* **WORK ITEM**
Bring together copies of the lines in the data below that contain the word "overflow".

[Source data]
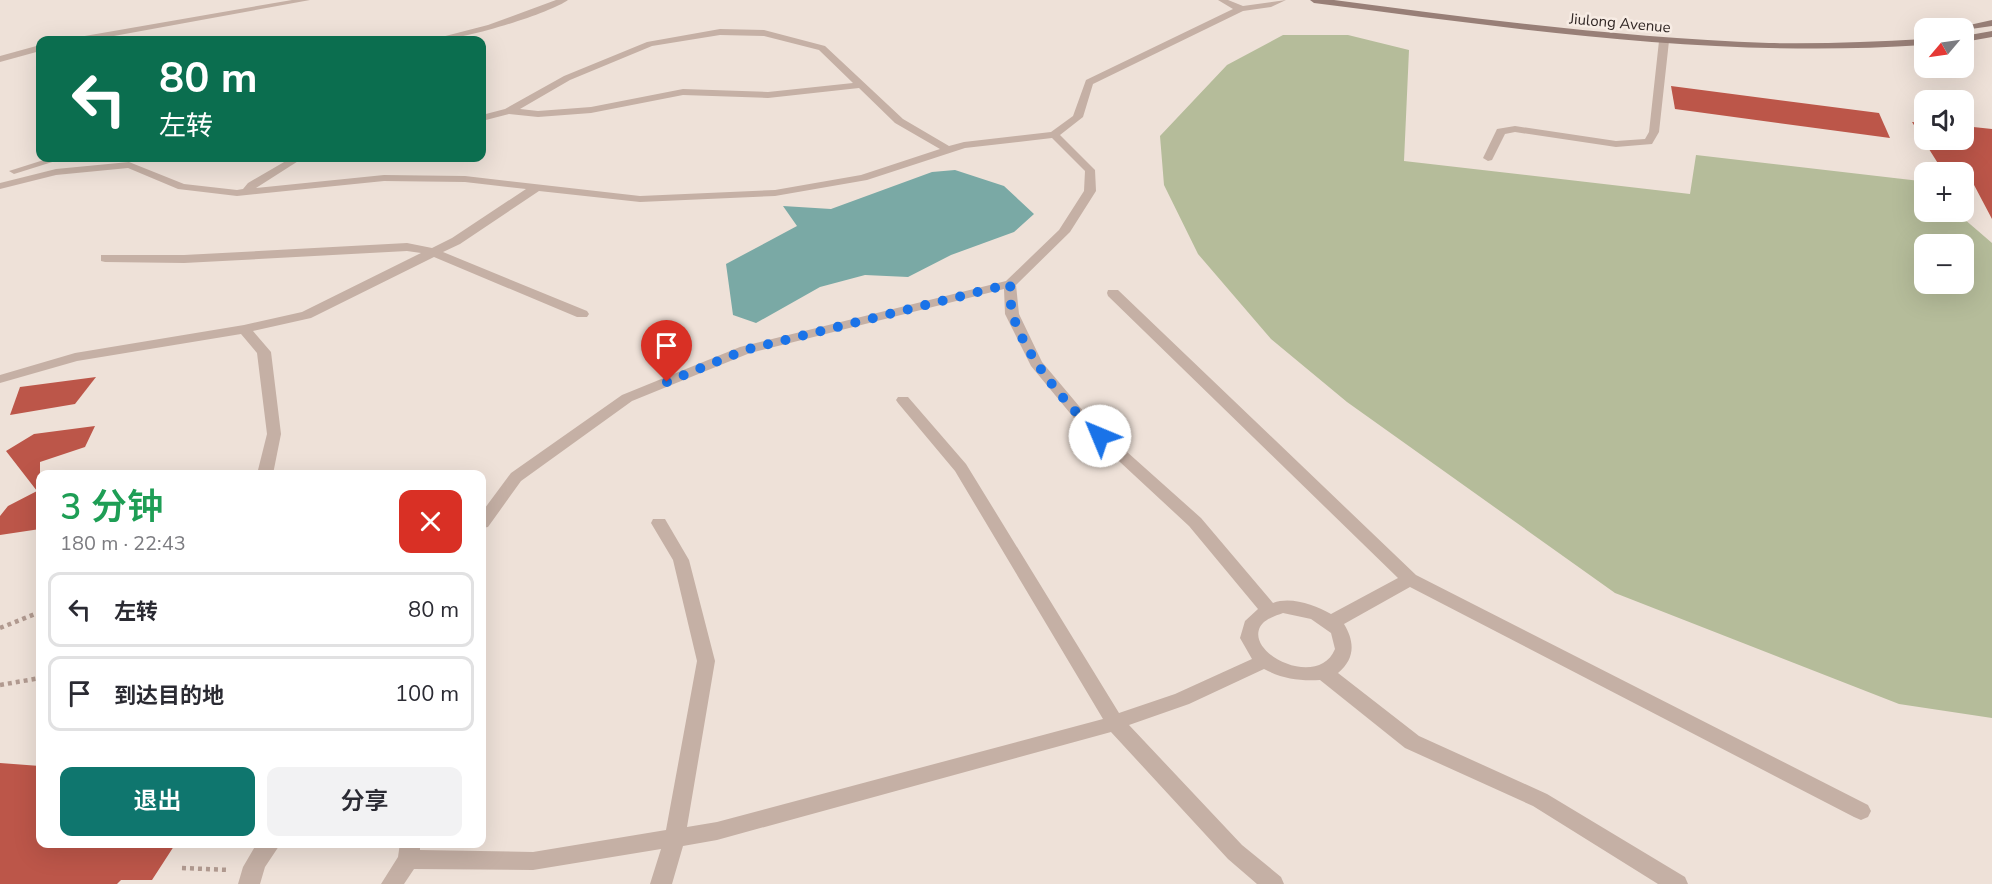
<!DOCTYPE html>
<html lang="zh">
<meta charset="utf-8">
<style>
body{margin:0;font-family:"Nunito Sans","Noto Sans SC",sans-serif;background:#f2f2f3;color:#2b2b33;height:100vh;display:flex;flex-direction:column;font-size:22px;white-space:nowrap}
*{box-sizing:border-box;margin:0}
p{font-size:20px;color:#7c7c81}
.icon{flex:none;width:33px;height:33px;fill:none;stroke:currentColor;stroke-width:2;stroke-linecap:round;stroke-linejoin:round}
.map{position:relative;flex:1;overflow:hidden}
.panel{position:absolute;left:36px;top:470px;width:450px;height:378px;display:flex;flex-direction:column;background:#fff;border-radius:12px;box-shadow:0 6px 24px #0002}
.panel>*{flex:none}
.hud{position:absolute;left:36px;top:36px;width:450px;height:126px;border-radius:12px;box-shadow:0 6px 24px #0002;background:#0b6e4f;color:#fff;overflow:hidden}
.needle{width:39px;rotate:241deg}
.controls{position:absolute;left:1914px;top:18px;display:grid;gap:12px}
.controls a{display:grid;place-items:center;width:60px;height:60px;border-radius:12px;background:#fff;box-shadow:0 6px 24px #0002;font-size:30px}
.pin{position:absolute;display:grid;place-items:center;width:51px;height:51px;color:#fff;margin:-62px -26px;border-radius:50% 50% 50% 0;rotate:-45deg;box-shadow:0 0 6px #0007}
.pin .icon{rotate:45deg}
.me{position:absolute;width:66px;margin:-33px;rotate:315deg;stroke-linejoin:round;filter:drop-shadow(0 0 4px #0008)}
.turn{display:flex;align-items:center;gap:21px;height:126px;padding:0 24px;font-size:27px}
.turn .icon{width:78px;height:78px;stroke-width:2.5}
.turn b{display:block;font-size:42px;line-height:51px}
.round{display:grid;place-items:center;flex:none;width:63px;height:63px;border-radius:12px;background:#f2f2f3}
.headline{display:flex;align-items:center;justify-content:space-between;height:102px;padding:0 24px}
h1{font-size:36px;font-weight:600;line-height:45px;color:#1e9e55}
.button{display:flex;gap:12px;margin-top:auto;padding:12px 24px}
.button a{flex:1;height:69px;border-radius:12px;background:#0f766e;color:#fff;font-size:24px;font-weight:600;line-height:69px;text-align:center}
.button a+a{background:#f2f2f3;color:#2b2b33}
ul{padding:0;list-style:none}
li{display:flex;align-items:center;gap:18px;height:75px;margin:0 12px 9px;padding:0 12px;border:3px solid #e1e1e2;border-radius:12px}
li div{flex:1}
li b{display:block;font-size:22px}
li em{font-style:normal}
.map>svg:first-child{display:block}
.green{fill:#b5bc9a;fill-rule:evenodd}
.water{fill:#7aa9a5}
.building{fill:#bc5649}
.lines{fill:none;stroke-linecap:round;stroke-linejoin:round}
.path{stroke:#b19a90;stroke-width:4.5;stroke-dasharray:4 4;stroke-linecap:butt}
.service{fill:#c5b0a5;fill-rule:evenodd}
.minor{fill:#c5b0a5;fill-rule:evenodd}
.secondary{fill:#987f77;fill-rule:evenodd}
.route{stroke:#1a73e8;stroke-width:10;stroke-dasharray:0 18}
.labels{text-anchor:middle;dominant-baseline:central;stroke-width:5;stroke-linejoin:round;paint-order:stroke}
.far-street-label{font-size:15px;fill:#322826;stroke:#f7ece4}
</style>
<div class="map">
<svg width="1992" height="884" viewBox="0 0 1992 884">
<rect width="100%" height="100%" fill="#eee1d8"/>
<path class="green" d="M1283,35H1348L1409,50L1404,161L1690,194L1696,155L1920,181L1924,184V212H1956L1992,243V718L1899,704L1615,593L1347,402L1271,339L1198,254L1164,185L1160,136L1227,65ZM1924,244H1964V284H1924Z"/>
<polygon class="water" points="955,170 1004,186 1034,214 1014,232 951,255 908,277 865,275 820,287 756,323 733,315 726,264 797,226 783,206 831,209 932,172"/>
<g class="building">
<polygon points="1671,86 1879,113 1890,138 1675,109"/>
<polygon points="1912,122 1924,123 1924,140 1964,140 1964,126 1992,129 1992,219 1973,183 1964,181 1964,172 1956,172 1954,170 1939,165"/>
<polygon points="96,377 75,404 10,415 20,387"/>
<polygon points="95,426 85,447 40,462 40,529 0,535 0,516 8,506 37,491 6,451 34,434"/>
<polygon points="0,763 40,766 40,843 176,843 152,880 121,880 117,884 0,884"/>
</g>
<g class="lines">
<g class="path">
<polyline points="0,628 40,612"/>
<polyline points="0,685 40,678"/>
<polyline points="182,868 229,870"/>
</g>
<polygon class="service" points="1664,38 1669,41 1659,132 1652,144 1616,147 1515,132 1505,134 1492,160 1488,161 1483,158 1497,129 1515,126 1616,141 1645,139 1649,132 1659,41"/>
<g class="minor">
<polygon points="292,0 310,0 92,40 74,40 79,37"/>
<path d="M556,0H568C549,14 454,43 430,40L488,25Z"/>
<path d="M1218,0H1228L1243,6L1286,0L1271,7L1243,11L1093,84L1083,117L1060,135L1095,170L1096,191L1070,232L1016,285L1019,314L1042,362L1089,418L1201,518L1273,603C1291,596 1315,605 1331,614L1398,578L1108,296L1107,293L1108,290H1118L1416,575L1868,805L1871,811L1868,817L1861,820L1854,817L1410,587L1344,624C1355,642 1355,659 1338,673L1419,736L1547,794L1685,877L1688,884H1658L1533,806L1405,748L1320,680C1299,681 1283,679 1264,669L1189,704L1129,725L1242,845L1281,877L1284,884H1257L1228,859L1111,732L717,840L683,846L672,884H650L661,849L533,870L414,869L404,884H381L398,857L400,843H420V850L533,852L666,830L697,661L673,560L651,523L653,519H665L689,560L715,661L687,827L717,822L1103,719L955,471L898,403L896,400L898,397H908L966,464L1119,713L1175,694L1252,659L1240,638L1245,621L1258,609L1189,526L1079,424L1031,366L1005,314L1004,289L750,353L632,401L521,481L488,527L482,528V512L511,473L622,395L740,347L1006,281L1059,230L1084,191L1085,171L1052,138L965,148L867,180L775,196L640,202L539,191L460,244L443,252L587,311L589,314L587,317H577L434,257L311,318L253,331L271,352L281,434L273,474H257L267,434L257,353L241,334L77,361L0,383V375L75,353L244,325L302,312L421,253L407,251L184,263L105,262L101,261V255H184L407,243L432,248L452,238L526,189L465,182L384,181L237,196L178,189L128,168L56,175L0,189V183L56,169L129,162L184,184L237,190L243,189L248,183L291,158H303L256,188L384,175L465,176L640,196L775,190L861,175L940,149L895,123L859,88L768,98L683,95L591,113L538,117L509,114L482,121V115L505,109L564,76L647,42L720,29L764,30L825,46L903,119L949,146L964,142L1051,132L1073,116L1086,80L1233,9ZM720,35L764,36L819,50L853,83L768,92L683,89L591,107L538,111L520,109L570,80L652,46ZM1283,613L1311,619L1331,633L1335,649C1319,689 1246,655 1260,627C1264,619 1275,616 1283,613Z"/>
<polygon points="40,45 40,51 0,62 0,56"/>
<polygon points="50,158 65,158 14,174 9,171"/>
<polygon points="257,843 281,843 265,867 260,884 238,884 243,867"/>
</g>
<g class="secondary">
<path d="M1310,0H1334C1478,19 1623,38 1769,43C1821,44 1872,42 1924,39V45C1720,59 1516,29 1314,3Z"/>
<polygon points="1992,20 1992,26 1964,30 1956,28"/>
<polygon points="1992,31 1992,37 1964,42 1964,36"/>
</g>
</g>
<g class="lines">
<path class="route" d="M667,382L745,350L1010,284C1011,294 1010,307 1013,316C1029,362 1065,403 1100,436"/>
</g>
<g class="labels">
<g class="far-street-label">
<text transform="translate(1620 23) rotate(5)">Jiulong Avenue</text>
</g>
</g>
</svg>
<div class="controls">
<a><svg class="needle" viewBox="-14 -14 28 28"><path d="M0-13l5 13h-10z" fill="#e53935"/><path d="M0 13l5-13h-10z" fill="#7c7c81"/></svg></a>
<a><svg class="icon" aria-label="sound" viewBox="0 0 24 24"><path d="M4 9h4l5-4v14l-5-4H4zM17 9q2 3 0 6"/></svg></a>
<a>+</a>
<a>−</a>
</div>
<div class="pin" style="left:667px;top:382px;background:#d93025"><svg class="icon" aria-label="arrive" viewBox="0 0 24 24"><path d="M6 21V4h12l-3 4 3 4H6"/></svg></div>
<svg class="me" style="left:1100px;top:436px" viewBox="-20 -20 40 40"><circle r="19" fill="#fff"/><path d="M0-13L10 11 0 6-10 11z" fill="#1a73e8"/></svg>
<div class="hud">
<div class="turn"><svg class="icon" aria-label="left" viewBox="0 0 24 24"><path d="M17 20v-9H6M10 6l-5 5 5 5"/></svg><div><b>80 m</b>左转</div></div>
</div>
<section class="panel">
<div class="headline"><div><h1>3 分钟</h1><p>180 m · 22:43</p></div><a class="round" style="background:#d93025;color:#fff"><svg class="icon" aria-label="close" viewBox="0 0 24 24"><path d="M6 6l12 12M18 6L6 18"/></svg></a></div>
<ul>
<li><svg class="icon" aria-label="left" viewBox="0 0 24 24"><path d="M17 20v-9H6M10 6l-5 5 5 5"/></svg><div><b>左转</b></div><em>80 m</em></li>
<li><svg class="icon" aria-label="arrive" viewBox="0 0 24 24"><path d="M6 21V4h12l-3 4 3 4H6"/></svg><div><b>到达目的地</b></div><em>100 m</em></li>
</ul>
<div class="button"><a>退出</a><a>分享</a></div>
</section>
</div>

* **EXERCISE OUTPUT**
.map{position:relative;flex:1;overflow:hidden}
.hud{position:absolute;left:36px;top:36px;width:450px;height:126px;border-radius:12px;box-shadow:0 6px 24px #0002;background:#0b6e4f;color:#fff;overflow:hidden}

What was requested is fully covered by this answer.